Quil Lawrence
Quil Lawrence is a New York-based correspondent for NPR News, covering veterans' issues nationwide. He won a Robert F. Kennedy Award for his coverage of American veterans and a Gracie Award for coverage of female combat veterans. In 2019 Iraq and Afghanistan Veterans of America honored Quil with its IAVA Salutes Award for Leadership in Journalism.
Lawrence started his career in radio by interviewing con men in Tangier, Morocco. He then moved to Bogota, Colombia, and covered Latin America for NPR, the BBC, and The LA Times.
In the Spring of 2000, a Pew Fellowship sponsored his first trips to Iraq — that reporting experience eventually built the foundation for his first book, Invisible Nation: How the Kurds' Quest for Statehood is Shaping Iraq and the Middle East (Bloomsbury, 2009).

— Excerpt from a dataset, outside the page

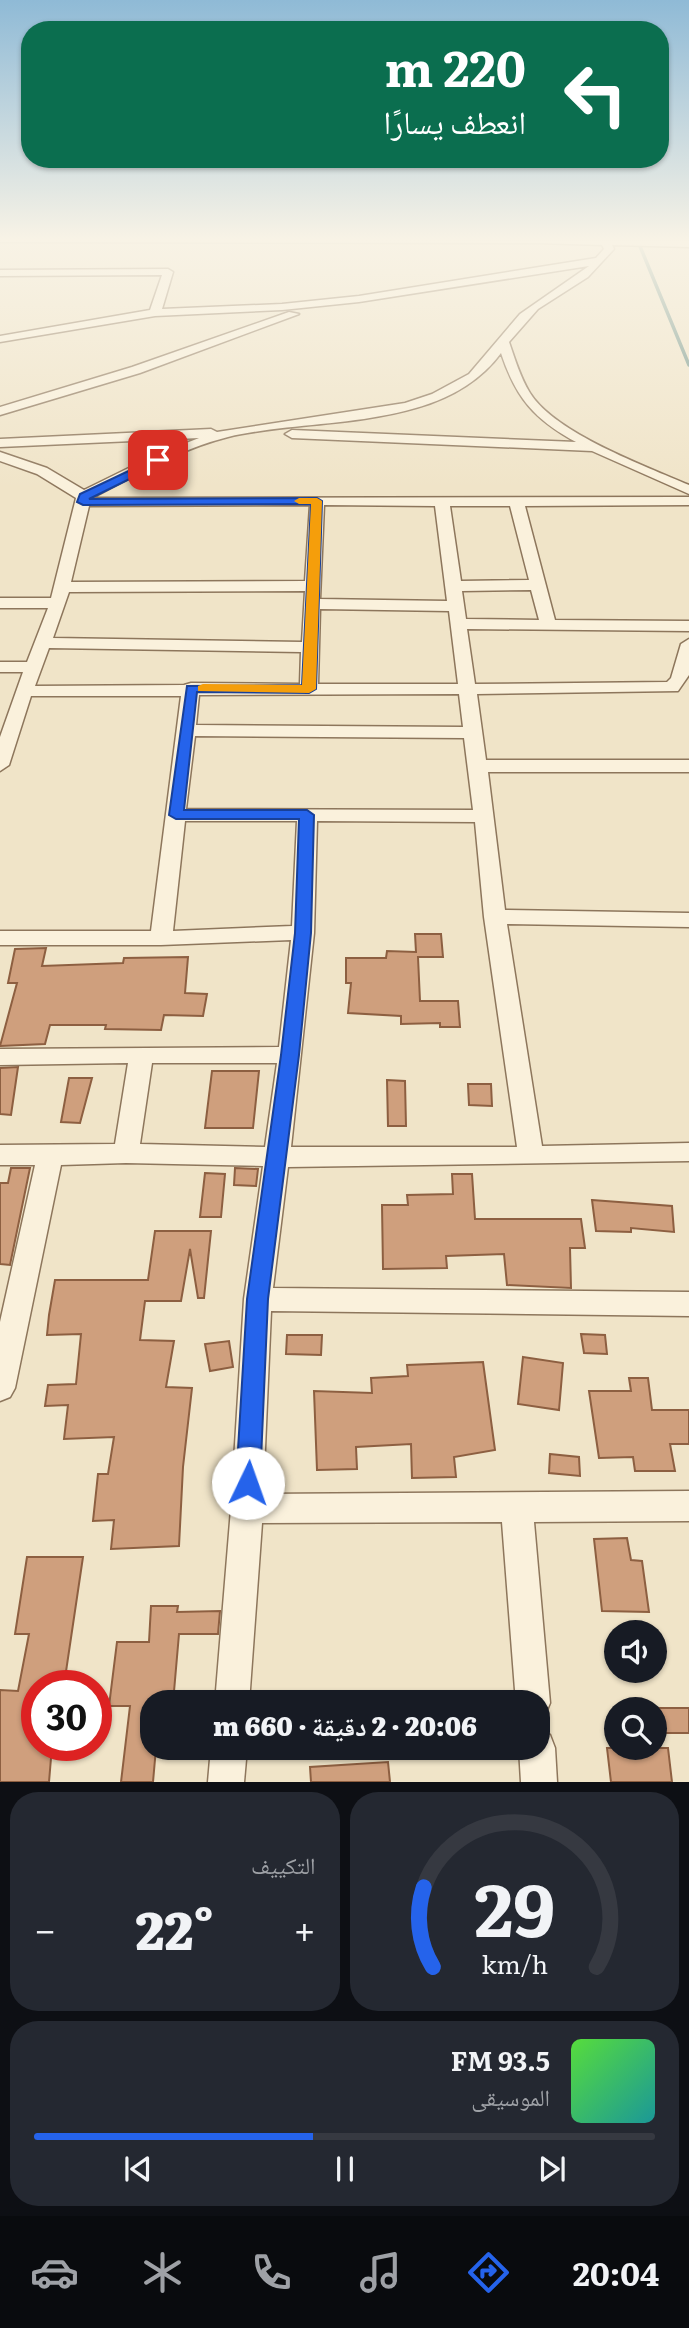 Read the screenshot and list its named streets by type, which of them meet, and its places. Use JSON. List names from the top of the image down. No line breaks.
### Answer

Lawrence has reported from throughout the Arab world and from Sudan, Cuba, Pakistan, Israel, Gaza, and the West Bank. He covered Iraq and Afghanistan for twelve years, serving as NPR's Bureau Chief in Baghdad and Kabul. He covered the fall of the Taliban in 2001, the invasion of Iraq in 2003, the second battle of Fallujah in 2004, as well as politics, culture, and war in both countries.
In 2012, Lawrence returned to the U.S. to cover the millions of men and women who have served at war, both recently and in past generations. NPR is possibly unique among major news organizations in dedicating a full-time correspondent to veterans and the Department of Veterans Affairs.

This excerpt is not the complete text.